-- DIRECTIONS FOR THIS TASK --
Go through the data below. List every line that holds the word "Wallabout".

-- Stored data entries --
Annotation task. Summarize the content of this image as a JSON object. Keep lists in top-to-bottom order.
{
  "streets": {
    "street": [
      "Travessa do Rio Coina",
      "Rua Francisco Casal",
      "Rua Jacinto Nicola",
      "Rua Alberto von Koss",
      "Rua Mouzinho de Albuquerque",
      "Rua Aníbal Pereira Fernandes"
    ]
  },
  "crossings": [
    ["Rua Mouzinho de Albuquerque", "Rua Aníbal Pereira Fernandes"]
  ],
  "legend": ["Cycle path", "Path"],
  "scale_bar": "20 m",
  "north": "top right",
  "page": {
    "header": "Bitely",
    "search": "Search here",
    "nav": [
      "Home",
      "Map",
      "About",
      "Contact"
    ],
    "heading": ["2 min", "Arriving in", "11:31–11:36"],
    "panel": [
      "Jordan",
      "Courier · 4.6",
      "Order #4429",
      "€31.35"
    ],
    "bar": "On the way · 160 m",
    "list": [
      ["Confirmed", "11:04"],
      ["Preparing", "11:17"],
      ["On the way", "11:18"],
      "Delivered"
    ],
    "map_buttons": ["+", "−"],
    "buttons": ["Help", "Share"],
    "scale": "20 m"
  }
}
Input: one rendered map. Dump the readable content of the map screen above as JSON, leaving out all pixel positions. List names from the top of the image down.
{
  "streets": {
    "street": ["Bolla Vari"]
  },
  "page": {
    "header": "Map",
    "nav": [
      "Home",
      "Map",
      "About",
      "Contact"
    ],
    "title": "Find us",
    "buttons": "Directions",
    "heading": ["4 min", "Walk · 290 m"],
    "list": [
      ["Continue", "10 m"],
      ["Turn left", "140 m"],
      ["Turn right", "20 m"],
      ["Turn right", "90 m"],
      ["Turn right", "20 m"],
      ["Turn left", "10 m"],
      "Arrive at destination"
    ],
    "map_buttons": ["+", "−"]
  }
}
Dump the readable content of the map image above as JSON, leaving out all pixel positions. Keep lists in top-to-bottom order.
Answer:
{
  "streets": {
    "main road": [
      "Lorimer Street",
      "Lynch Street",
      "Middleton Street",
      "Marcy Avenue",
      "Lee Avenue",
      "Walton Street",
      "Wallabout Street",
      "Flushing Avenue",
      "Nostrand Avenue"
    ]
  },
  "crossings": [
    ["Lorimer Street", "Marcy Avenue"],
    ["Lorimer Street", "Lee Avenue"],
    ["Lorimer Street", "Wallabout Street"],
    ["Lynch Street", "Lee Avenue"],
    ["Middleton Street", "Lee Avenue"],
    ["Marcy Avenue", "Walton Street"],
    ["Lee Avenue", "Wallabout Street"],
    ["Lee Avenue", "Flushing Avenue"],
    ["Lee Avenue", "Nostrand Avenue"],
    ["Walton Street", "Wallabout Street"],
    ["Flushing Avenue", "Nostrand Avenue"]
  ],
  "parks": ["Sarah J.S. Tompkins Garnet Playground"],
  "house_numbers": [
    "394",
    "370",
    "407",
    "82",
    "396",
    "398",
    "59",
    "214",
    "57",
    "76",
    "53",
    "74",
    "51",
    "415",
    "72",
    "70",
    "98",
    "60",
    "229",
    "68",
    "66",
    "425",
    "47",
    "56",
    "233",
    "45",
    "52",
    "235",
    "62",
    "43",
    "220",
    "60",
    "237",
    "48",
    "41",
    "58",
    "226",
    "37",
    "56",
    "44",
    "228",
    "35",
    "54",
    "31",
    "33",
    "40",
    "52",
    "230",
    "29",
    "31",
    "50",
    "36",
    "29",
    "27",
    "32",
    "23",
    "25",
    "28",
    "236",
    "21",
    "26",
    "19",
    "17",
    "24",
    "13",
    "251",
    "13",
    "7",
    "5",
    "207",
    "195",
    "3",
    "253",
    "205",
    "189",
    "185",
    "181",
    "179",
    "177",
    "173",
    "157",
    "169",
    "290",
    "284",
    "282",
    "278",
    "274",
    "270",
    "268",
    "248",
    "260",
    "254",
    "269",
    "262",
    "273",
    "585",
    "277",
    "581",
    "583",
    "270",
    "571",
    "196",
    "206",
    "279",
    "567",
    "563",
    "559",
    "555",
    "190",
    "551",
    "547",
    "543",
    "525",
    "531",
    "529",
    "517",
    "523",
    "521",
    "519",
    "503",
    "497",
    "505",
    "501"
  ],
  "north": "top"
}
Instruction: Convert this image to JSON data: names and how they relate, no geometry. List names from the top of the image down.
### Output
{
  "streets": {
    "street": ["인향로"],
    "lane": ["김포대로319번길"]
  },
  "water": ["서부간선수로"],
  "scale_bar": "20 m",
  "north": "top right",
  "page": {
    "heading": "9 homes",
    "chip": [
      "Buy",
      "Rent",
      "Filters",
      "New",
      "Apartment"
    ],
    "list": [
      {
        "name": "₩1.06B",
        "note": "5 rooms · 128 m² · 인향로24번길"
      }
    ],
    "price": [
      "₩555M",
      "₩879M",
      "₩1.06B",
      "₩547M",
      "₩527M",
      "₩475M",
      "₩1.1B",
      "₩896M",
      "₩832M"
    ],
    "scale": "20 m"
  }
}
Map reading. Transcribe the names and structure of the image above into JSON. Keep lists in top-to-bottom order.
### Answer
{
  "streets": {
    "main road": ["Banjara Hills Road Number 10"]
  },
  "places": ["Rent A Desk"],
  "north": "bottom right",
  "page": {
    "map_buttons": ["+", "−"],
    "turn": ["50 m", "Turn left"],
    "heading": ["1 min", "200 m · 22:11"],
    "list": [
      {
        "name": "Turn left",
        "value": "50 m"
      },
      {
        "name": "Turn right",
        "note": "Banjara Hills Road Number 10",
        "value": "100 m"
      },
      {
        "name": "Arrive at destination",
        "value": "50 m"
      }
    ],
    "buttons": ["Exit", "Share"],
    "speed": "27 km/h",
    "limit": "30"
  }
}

-- TASK OUTPUT --
      "Wallabout Street",
    ["Lorimer Street", "Wallabout Street"],
    ["Lee Avenue", "Wallabout Street"],
    ["Walton Street", "Wallabout Street"],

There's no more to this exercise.